What is being asked: Restate each record word for word, omitting whatever pictures it holds.

Information provided:
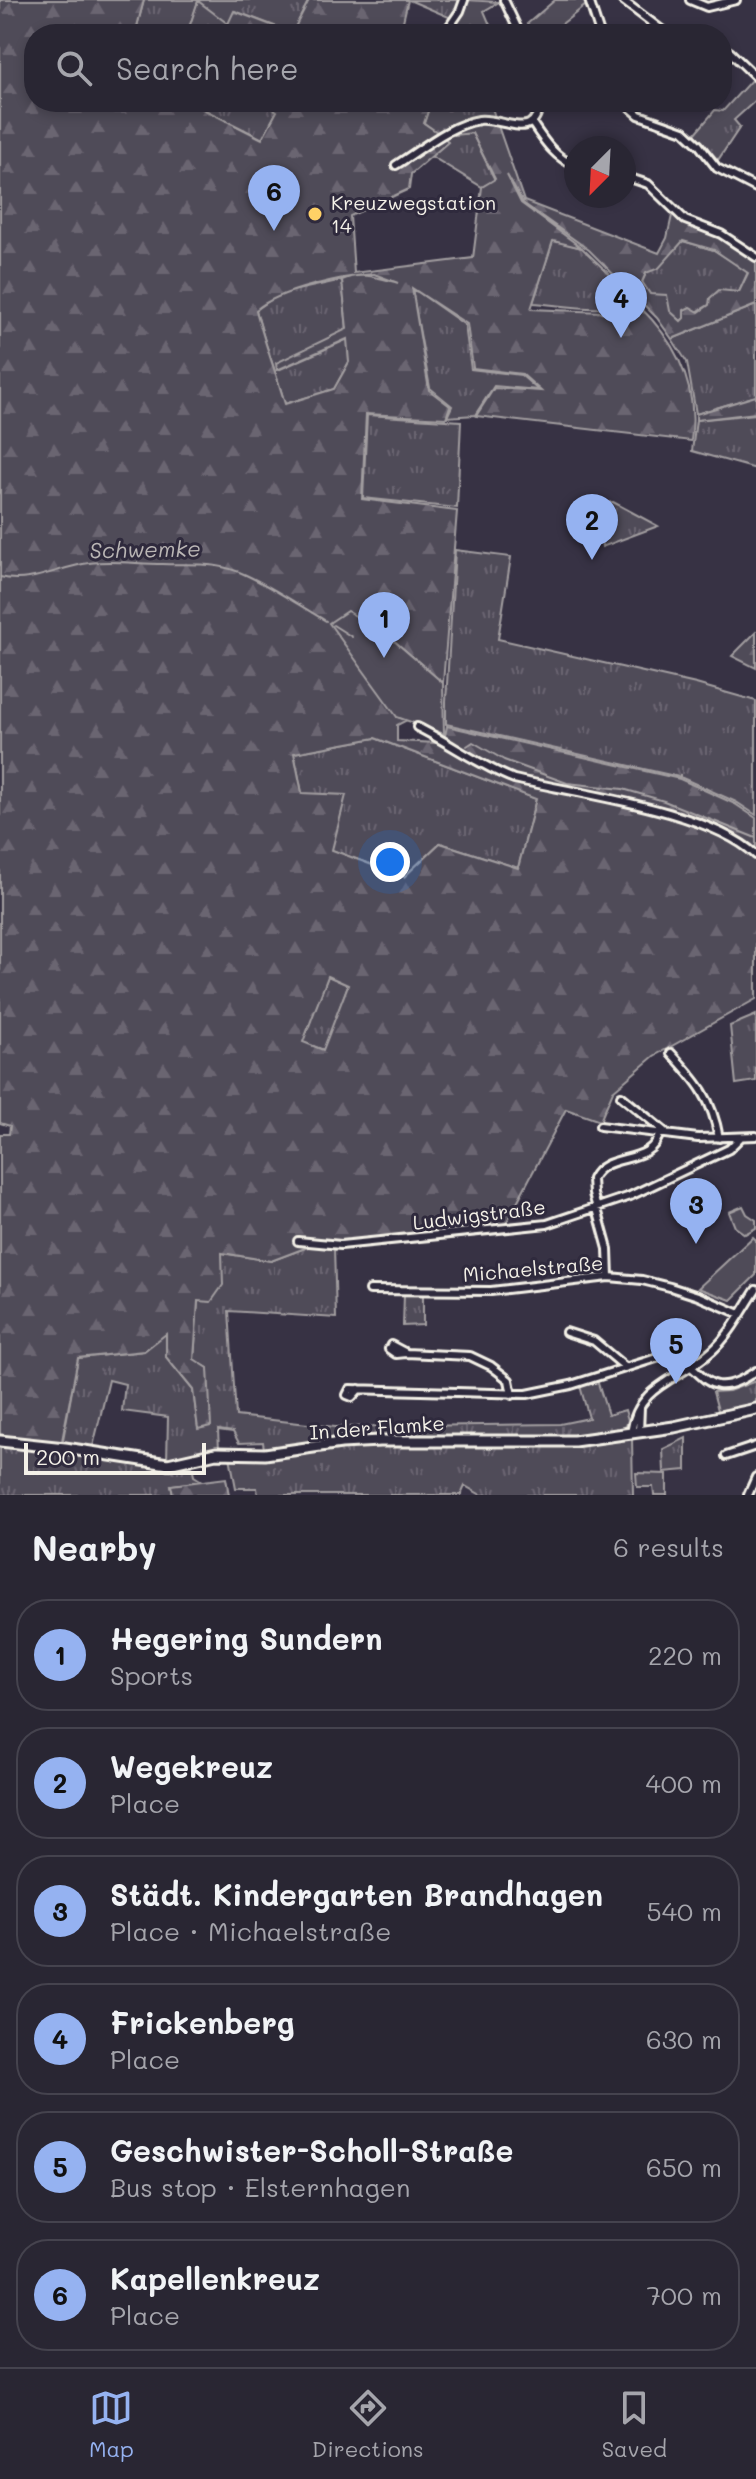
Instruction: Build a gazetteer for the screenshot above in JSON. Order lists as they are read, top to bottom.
{
  "streets": {
    "main road": ["In der Flamke"],
    "street": ["Ludwigstraße", "Michaelstraße"]
  },
  "water": ["Schwemke"],
  "places": ["Kreuzwegstation 14"],
  "scale_bar": "200 m",
  "north": "bottom left",
  "page": {
    "search": "Search here",
    "pins": [
      "6",
      "4",
      "2",
      "1",
      "3",
      "5"
    ],
    "scale": "200 m",
    "heading": ["Nearby", "6 results"],
    "list": [
      {
        "mark": "1",
        "name": "Hegering Sundern",
        "note": "Sports",
        "value": "220 m"
      },
      {
        "mark": "2",
        "name": "Wegekreuz",
        "note": "Place",
        "value": "400 m"
      },
      {
        "mark": "3",
        "name": "Städt. Kindergarten Brandhagen",
        "note": "Place · Michaelstraße",
        "value": "540 m"
      },
      {
        "mark": "4",
        "name": "Frickenberg",
        "note": "Place",
        "value": "630 m"
      },
      {
        "mark": "5",
        "name": "Geschwister-Scholl-Straße",
        "note": "Bus stop · Elsternhagen",
        "value": "650 m"
      },
      {
        "mark": "6",
        "name": "Kapellenkreuz",
        "note": "Place",
        "value": "700 m"
      }
    ],
    "nav": ["Map", "Directions", "Saved"]
  }
}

Written response:
Instruction: Build a gazetteer for the screenshot above in JSON. Order lists as they are read, top to bottom.
{
  "streets": {
    "main road": ["In der Flamke"],
    "street": ["Ludwigstraße", "Michaelstraße"]
  },
  "water": ["Schwemke"],
  "places": ["Kreuzwegstation 14"],
  "scale_bar": "200 m",
  "north": "bottom left",
  "page": {
    "search": "Search here",
    "pins": [
      "6",
      "4",
      "2",
      "1",
      "3",
      "5"
    ],
    "scale": "200 m",
    "heading": ["Nearby", "6 results"],
    "list": [
      {
        "mark": "1",
        "name": "Hegering Sundern",
        "note": "Sports",
        "value": "220 m"
      },
      {
        "mark": "2",
        "name": "Wegekreuz",
        "note": "Place",
        "value": "400 m"
      },
      {
        "mark": "3",
        "name": "Städt. Kindergarten Brandhagen",
        "note": "Place · Michaelstraße",
        "value": "540 m"
      },
      {
        "mark": "4",
        "name": "Frickenberg",
        "note": "Place",
        "value": "630 m"
      },
      {
        "mark": "5",
        "name": "Geschwister-Scholl-Straße",
        "note": "Bus stop · Elsternhagen",
        "value": "650 m"
      },
      {
        "mark": "6",
        "name": "Kapellenkreuz",
        "note": "Place",
        "value": "700 m"
      }
    ],
    "nav": ["Map", "Directions", "Saved"]
  }
}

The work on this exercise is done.